Number range quick reference

PrefixServiceMobile dialable
07MobileYes
020, 023, 024, 028, 029Geographic (city codes)Yes
01Geographic (area codes)Yes
03Non-geographic, local rateYes
0800, 0808FreephoneYes (free since 2015)
0843–0845Revenue-sharingYes (extra charge may apply)
0870–0873Revenue-sharingYes (extra charge may apply)
09Premium rateOften restricted

Worked example

Suppose you receive the number +44 (0)20 7946 0958 on a form submission.

  1. After normalisation: 02079460958 — 11 digits, starts with 020.
  2. The prefix 020 matches the London geographic range; expected length is 11 digits.
  3. Length check: 11 = 11. Pass.
  4. Formatted national output: 020 7946 0958. E.164 output: +442079460958.

The number range 020 7946 is actually Ofcom’s reserved drama/roleplay range, so it is structurally valid but never belongs to a real subscriber — useful for testing.

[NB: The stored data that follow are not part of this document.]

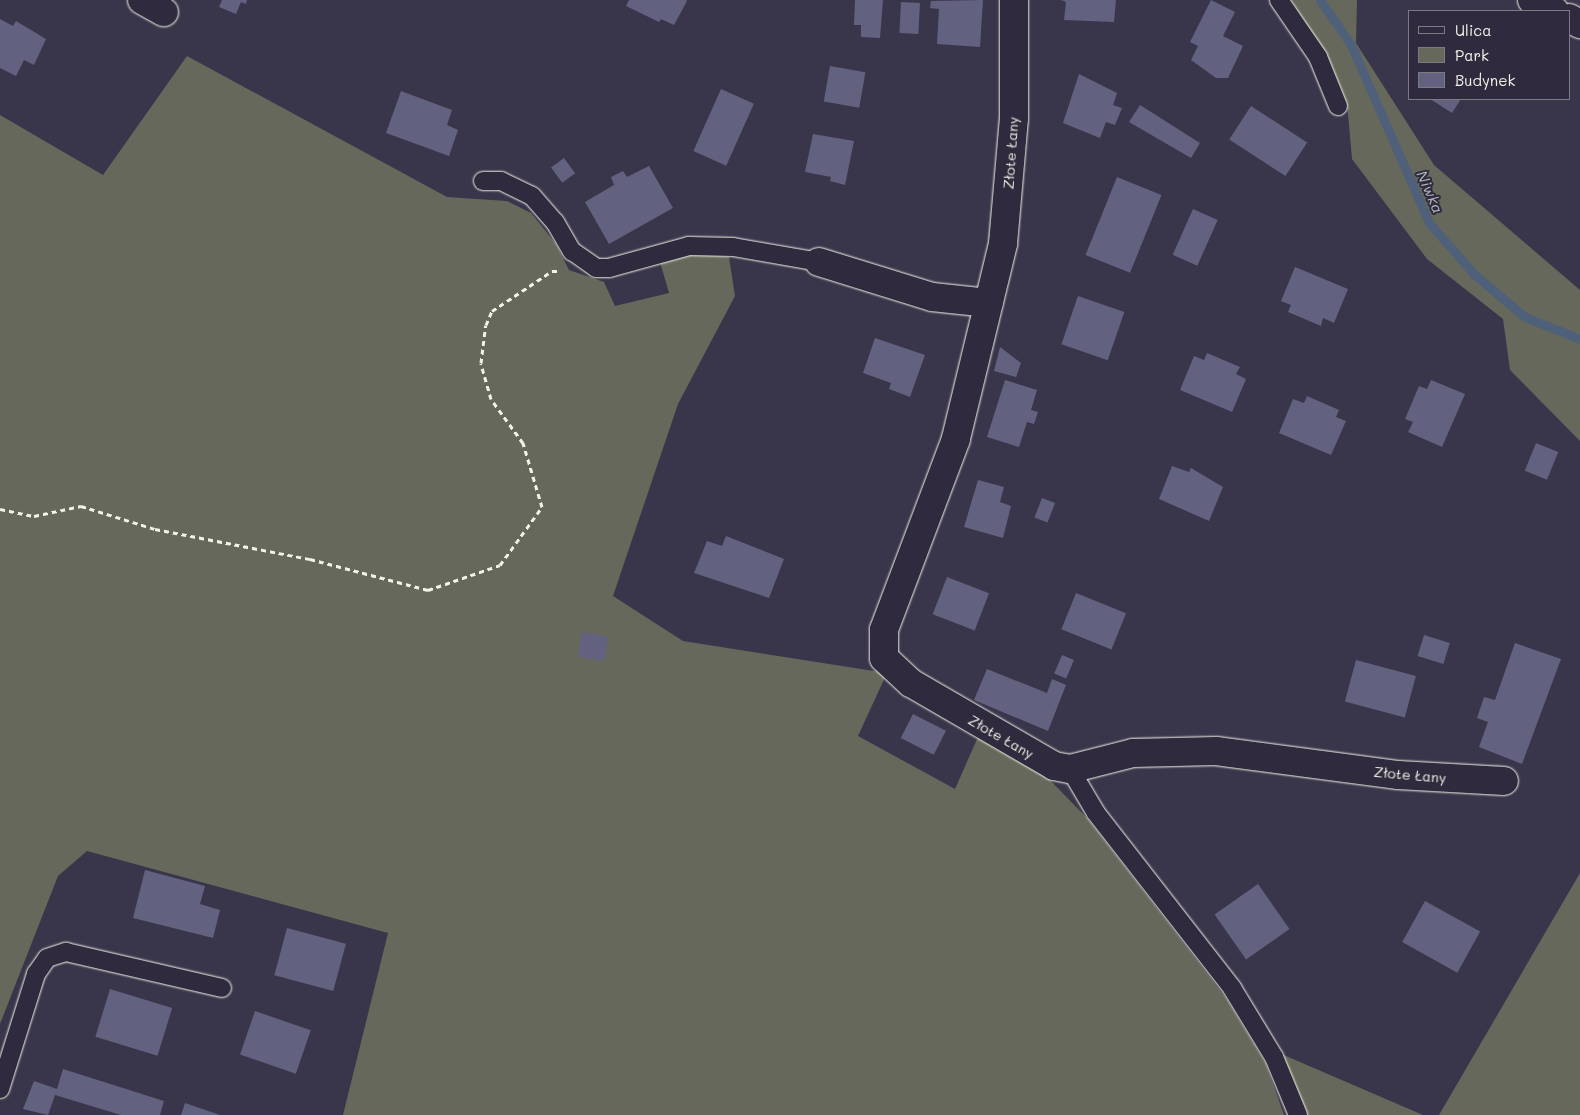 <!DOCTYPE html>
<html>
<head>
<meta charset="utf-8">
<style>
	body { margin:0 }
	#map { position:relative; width:1580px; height:1115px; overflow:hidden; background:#39354a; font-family:Mali,sans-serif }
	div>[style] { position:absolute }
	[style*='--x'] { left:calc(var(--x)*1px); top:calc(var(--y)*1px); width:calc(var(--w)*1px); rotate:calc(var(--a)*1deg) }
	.green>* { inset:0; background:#65685a }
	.stream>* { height:9px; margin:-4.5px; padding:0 4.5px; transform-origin:4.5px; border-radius:4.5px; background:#4f617a }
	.building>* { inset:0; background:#626280; transform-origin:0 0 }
	.path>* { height:3px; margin-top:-1.5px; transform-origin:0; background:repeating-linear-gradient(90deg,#f4f1e8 0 5px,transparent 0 9px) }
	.roads { filter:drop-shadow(0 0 1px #f4f1e8) drop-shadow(0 0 1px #f4f1e8) }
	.service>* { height:18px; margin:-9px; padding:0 9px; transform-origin:9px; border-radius:9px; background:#2f2a3d }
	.minor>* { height:28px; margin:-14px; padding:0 14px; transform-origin:14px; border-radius:14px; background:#2f2a3d }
	.tertiary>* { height:28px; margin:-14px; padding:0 14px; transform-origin:14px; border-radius:14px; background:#2f2a3d }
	span { translate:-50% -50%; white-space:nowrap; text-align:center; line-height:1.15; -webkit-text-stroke:4px #2f2a3d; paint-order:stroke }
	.street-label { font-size:14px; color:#f4f1e8 }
	.water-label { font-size:15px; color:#b2b7bc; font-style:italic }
	.legend { position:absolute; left:1408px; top:10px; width:162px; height:90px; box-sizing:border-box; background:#2f2a3d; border:1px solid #7e7a81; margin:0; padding:6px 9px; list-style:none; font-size:15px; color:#f4f1e8 }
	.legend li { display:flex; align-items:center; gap:10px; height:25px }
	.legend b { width:25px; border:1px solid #7e7a81 }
</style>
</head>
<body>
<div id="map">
	<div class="green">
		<i style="clip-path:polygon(1291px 0,1357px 0,1356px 43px,1434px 165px,1580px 290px,1580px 441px,1510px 370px,1503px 319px,1427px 259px,1352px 159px,1347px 103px,1324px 52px)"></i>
		<i style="clip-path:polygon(187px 56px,447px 197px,507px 201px,531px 213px,556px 244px,569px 270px,604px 282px,615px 306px,669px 293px,660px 262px,689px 253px,729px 257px,735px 296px,678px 404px,613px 596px,683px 641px,887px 673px,858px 736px,955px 789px,981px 730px,1045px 775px,1087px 818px,1226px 998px,1266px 1064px,1284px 1115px,343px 1115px,388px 933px,87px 851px,58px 876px,0 1024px,0 115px,103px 175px)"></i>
		<i style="clip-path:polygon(1580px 873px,1580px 1115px,1439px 1115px)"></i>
		<i style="clip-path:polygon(1279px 1053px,1423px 1115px,1306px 1115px)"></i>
	</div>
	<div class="stream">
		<i style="--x:1320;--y:0;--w:55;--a:55.4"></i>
		<i style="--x:1351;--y:45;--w:194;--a:66.3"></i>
		<i style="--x:1429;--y:223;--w:69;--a:48.5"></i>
		<i style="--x:1475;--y:275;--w:65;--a:40"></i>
		<i style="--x:1525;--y:317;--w:59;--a:21.8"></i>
	</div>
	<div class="building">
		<i style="clip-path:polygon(222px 0,247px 0,246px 4px,241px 2px,236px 14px,219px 7px)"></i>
		<i style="clip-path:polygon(629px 0,686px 0,687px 1px,674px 25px,661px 19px,659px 22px,626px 6px)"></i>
		<i style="clip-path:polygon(855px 0,883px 0,880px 38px,861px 37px,861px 25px,854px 25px)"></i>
		<i style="clip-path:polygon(983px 0,980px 47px,937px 44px,939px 9px,930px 8px,931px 1px)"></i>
		<i style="clip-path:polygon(1061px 0,1116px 0,1114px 22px,1064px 20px,1066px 2px)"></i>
		<i style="clip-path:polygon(1211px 0,1235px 12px,1223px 36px,1243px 46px,1228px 78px,1216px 78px,1191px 60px,1198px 46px,1190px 42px)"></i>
		<i style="left:901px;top:2px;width:19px;height:31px;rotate:3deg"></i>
		<i style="clip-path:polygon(0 19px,13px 26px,16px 21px,46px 39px,34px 65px,24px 60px,16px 76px,0 68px)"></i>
		<i style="left:830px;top:66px;width:36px;height:36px;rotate:10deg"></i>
		<i style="clip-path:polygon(1079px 74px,1117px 93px,1113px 105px,1122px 108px,1115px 125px,1106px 122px,1100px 138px,1063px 123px)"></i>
		<i style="left:721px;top:89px;width:36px;height:68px;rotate:24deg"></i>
		<i style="clip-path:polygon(401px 91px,452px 110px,447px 125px,458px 130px,449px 156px,386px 133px)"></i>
		<i style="clip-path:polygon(1430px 99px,1461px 99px,1452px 113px)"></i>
		<i style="clip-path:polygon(1140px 105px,1200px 143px,1191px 158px,1129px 122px)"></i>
		<i style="left:1251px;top:106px;width:67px;height:40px;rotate:33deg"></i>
		<i style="clip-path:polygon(813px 134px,854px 141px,845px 185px,830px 181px,831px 177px,805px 172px)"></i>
		<i style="left:564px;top:158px;width:19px;height:16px;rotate:54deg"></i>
		<i style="clip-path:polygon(649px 166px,673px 208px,609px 244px,585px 202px,614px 185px,611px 177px,623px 171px,627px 177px)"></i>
		<i style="left:1117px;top:177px;width:48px;height:84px;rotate:22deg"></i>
		<i style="left:1193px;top:209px;width:27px;height:50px;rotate:24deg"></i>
		<i style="clip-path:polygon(1295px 267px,1348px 289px,1334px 323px,1323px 318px,1321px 326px,1288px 312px,1291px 305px,1281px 301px)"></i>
		<i style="left:1078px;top:296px;width:49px;height:51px;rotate:19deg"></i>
		<i style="clip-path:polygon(875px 338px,925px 355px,910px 397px,889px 389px,891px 383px,863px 373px)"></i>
		<i style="clip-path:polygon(1000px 347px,1021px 363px,1016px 377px,994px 371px)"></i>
		<i style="clip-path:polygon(1207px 353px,1240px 367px,1236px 374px,1246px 379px,1232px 412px,1180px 390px,1194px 356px,1204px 360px)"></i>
		<i style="clip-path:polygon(1005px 380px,1037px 390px,1031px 410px,1038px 412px,1034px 424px,1027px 422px,1019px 447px,987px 437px)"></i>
		<i style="clip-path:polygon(1431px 380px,1465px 394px,1442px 447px,1408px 432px,1413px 422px,1405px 419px,1419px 386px,1427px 389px)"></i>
		<i style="clip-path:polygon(1307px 396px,1339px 410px,1336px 417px,1346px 421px,1331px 455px,1279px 433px,1293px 399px,1304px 403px)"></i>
		<i style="left:1536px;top:443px;width:24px;height:30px;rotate:22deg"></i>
		<i style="clip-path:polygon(1172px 466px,1189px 472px,1191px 468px,1223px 487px,1209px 521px,1159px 499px)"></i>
		<i style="clip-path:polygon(978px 480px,1004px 487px,1000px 502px,1011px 506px,1003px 538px,964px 527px)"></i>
		<i style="left:1042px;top:498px;width:14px;height:21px;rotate:21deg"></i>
		<i style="clip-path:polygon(726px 536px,784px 559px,769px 598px,694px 573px,707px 541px,722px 546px)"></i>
		<i style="left:947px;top:577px;width:45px;height:40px;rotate:21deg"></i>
		<i style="left:1076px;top:593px;width:54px;height:39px;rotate:22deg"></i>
		<i style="left:582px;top:632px;width:27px;height:25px;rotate:10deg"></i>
		<i style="left:1424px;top:635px;width:27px;height:22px;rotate:17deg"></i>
		<i style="clip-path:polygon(1515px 643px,1561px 659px,1522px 764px,1479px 747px,1488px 722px,1477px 718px,1484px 697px,1495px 700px)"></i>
		<i style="left:1062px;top:655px;width:13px;height:20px;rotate:23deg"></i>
		<i style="left:1356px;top:660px;width:62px;height:43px;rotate:15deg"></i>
		<i style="clip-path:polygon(987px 669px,1047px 693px,1052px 679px,1066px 685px,1048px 731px,974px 700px)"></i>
		<i style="left:913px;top:714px;width:37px;height:27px;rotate:27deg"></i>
		<i style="clip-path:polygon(145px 870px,205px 886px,200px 904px,220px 910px,213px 938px,133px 918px)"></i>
		<i style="left:1258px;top:884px;width:55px;height:53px;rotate:55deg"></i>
		<i style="left:1425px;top:901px;width:63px;height:47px;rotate:29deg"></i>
		<i style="left:287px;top:928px;width:61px;height:49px;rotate:15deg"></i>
		<i style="left:110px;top:989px;width:65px;height:50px;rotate:17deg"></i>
		<i style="left:255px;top:1011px;width:59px;height:46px;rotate:19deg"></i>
		<i style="clip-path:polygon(63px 1069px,164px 1101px,160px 1115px,121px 1115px,55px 1095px,48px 1115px,23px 1109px,34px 1081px,57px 1089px)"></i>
		<i style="clip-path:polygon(185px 1103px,220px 1115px,181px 1115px)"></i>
	</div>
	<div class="path">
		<i style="--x:0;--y:509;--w:35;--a:12"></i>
		<i style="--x:34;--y:516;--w:48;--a:-12"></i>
		<i style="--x:81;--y:506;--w:77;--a:17.3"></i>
		<i style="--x:155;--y:529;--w:158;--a:11"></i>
		<i style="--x:310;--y:559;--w:122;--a:14.7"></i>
		<i style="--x:428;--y:590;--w:76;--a:-19.1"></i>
		<i style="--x:500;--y:565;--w:72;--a:-54.1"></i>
		<i style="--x:542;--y:507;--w:67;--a:-106.5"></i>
		<i style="--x:523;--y:443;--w:54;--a:-126"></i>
		<i style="--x:491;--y:399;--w:37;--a:-106"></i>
		<i style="--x:481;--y:363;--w:38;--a:-83"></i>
		<i style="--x:486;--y:325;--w:15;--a:-67"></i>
		<i style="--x:492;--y:311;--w:72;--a:-33.7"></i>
		<i style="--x:552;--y:271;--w:7;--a:0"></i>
	</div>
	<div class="roads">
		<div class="service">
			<i style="--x:1279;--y:0;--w:69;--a:55.6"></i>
			<i style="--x:1318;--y:57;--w:53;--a:67.8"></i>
			<i style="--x:483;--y:181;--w:18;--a:0"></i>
			<i style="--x:501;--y:181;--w:34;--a:26"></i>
			<i style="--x:532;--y:196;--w:35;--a:49"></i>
			<i style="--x:555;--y:222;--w:34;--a:60"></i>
			<i style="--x:572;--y:251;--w:29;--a:35"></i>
			<i style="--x:596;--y:268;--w:13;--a:0"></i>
			<i style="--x:609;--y:268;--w:83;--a:-15.4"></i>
			<i style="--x:689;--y:246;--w:44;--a:1.3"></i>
			<i style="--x:733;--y:247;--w:87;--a:9.9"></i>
			<i style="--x:1070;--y:769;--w:51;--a:59.4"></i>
			<i style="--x:1096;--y:813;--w:222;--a:52.1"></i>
			<i style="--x:1232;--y:988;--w:81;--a:58.7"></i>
			<i style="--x:1274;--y:1057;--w:63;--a:67.5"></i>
			<i style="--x:0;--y:1089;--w:121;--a:-72.6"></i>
			<i style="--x:36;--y:974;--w:19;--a:-55"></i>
			<i style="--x:47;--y:958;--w:20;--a:-18"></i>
			<i style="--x:66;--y:952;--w:160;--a:13"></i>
		</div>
		<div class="minor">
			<i style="--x:142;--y:0;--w:25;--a:29"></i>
			<i style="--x:1014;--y:0;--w:118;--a:90"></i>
			<i style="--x:1014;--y:118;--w:126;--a:95"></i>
			<i style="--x:1003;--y:244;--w:201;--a:103.6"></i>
			<i style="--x:956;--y:439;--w:204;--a:110.7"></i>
			<i style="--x:884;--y:630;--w:28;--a:90"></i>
			<i style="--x:884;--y:658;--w:37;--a:43"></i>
			<i style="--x:911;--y:683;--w:165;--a:30.1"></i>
			<i style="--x:1054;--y:766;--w:16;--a:11"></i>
			<i style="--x:1070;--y:769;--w:65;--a:-14.3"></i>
			<i style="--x:1133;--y:753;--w:83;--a:-1.4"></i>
			<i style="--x:1216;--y:751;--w:184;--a:7.5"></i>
			<i style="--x:1398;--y:775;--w:106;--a:3.2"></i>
			<i style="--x:819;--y:262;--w:118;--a:17.2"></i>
			<i style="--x:932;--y:297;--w:57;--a:6"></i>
		</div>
		<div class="tertiary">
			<i style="--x:1532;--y:0;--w:25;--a:26"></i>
			<i style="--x:1569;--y:18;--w:13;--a:29"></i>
		</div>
	</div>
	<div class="street-label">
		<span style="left:1011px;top:153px;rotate:-86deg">Złote Łany</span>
		<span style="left:1001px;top:737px;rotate:30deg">Złote Łany</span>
		<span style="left:1410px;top:775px;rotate:5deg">Złote Łany</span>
	</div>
	<div class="water-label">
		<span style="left:1430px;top:192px;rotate:66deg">Niwka</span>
	</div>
	<ul class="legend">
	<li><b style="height:6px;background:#2f2a3d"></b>Ulica</li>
	<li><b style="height:14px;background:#65685a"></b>Park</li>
	<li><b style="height:14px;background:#626280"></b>Budynek</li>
	</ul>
</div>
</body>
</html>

A second example: 0845 123 4567. This normalises to 08451234567, matches the 0845 lo-call revenue-sharing range, has the correct length of 11 digits, and is therefore structurally valid. However it carries a note that extra charges may apply from mobiles, which the validator surfaces in the result.

All processing happens locally. Your number never leaves the page.